The @hf/thebloke/neural-chat-7b-v3-1-awq model includes two nodes:

  • neural-chat-7b-v3-1-awq Prompt (preview)
  • neural-chat-7b-v3-1-awq With History (preview)
note

Model ID: @hf/thebloke/neural-chat-7b-v3-1-awq. This model is a fine-tuned 7B parametric LLM on the Intel Gaudi 2 processor from mistralai/Mistral-7B-v0.1 on the Open-Orca/SlimOrca open-source dataset.

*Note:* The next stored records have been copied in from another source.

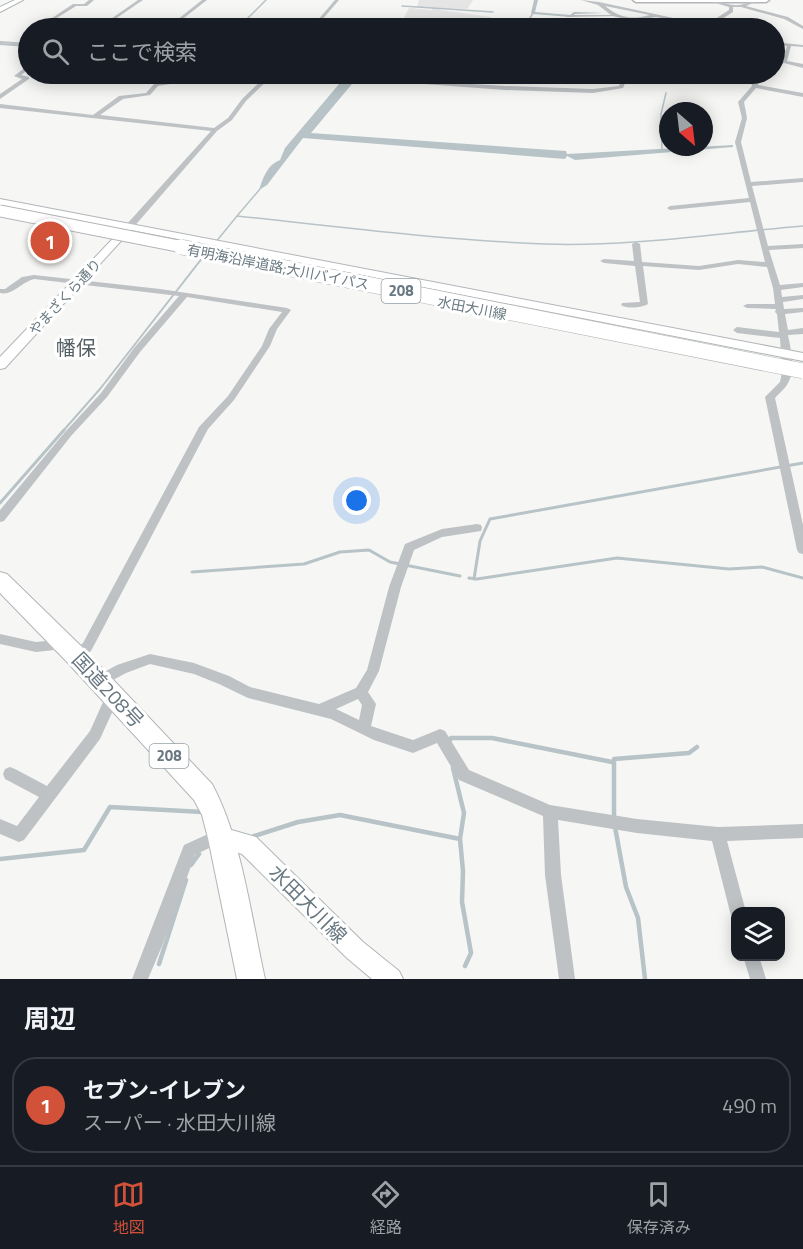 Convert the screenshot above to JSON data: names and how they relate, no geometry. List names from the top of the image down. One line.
{"streets":{"highway":["有明海沿岸道路;大川バイパス","208","国道208号"],"main road":["やまざくら通り","水田大川線"]},"crossings":[["有明海沿岸道路;大川バイパス","水田大川線"],["やまざくら通り","水田大川線"],["水田大川線","国道208号"]],"districts":["幡保"],"north":"bottom right","page":{"search":"ここで検索","pins":"1","heading":"周辺","list":[{"mark":"1","name":"セブン-イレブン","note":"スーパー · 水田大川線","value":"490 m"}],"nav":["地図","経路","保存済み"]}} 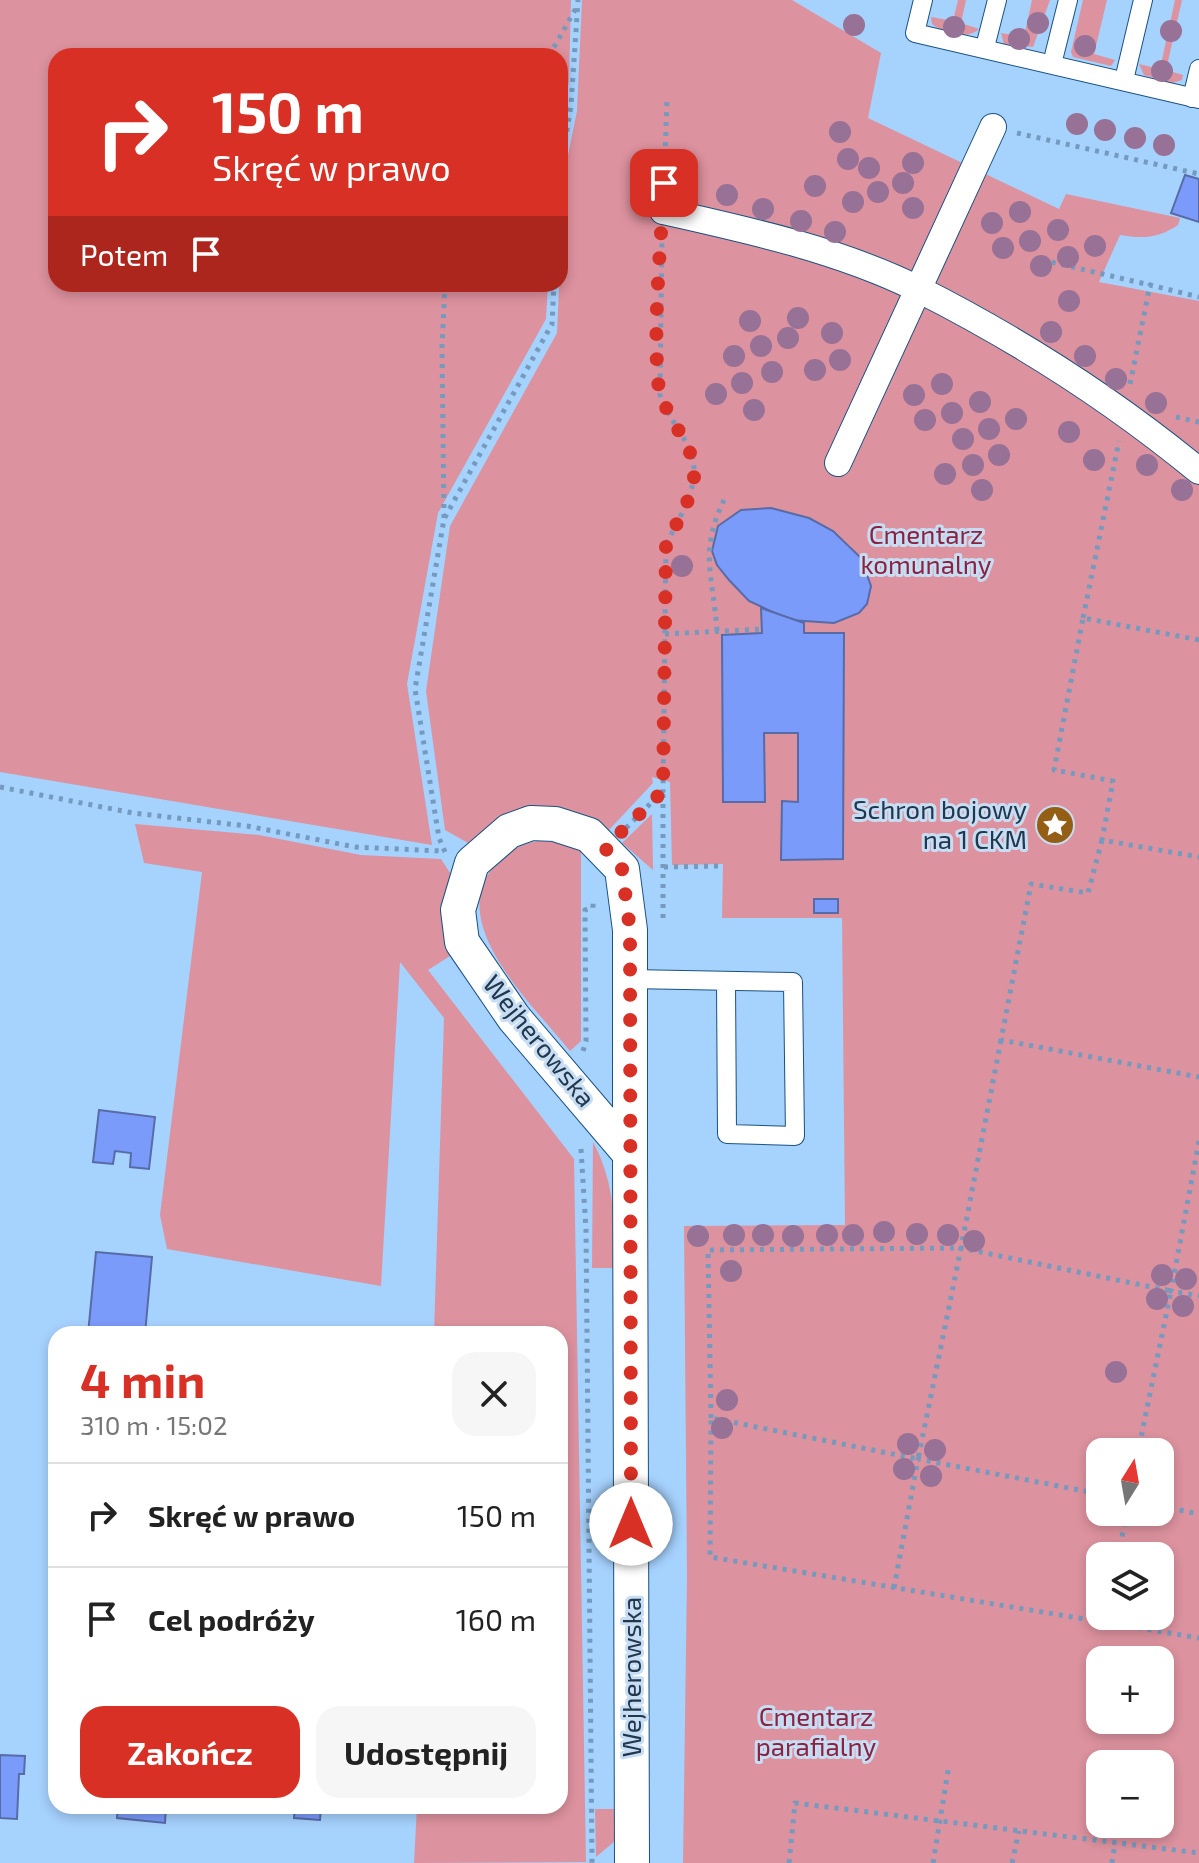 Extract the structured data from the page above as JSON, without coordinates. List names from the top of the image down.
{
  "streets": {
    "street": ["Wejherowska"]
  },
  "parks": ["Cmentarz komunalny", "Cmentarz parafialny"],
  "places": {
    "place": ["Schron bojowy na 1 CKM"]
  },
  "north": "top",
  "page": {
    "turn": ["150 m", "Skręć w prawo"],
    "then": "Potem",
    "heading": ["4 min", "310 m · 15:02"],
    "map_buttons": ["+", "−"],
    "list": [
      {
        "name": "Skręć w prawo",
        "value": "150 m"
      },
      {
        "name": "Cel podróży",
        "value": "160 m"
      }
    ],
    "buttons": ["Zakończ", "Udostępnij"]
  }
} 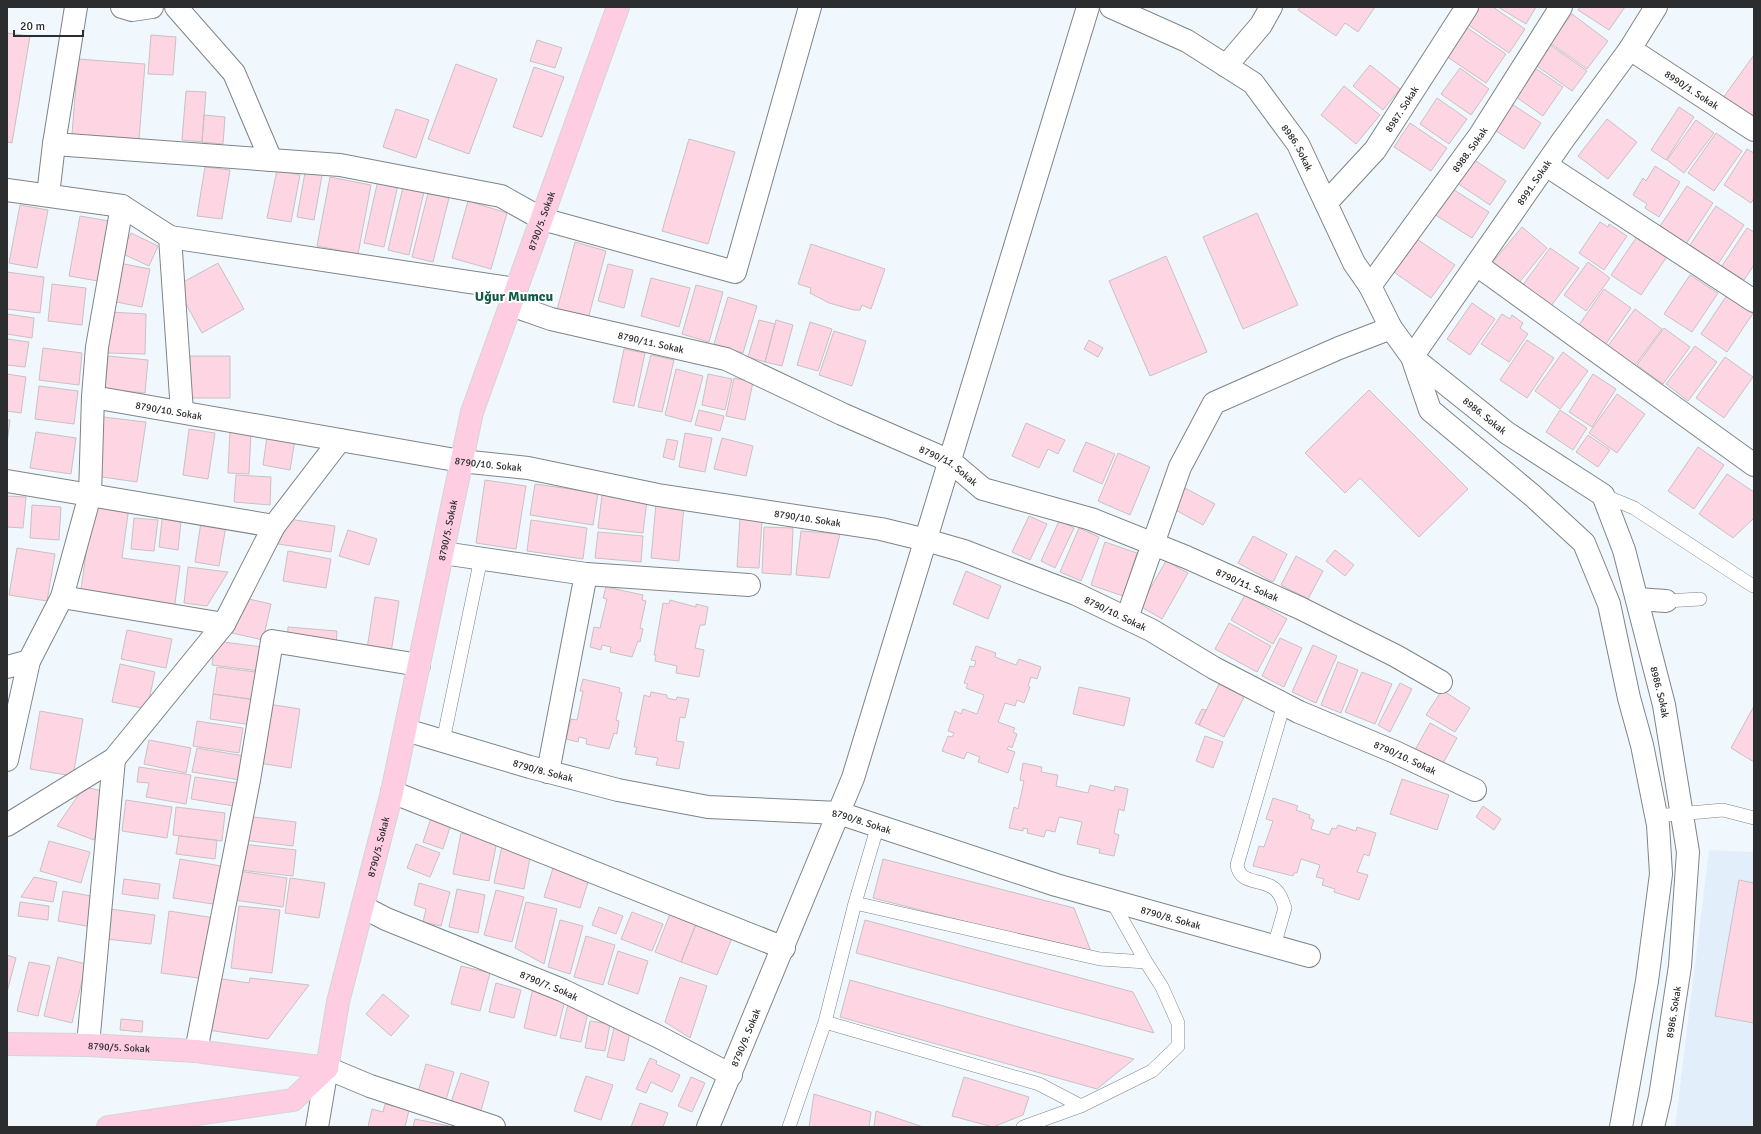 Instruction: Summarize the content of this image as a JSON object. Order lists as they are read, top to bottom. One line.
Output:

The model is trained for natural language conversations. Its main purpose is to maintain meaningful conversations with people on a variety of topics. Here are some key features and purpose of this model:

  1. Generating coherent and contextually relevant responses in a dialog. The model is adept at maintaining a coherent conversation given the previous context.
  1. A wide range of topics, from everyday issues to specialized areas of knowledge. The model can reason about a multitude of topics due to training on a huge amount of textual data.
  1. Application for various tasks - chatbots, virtual assistants, automatic customer support, text generation, etc. The model is quite versatile.
  1. Ethical and security compliance through Constitutional AI reinforcement learning. This avoids generating malicious or offensive content.
  1. The large size of the model (7 billion parameters) ensures high quality text generation and the ability to reason about complex topics.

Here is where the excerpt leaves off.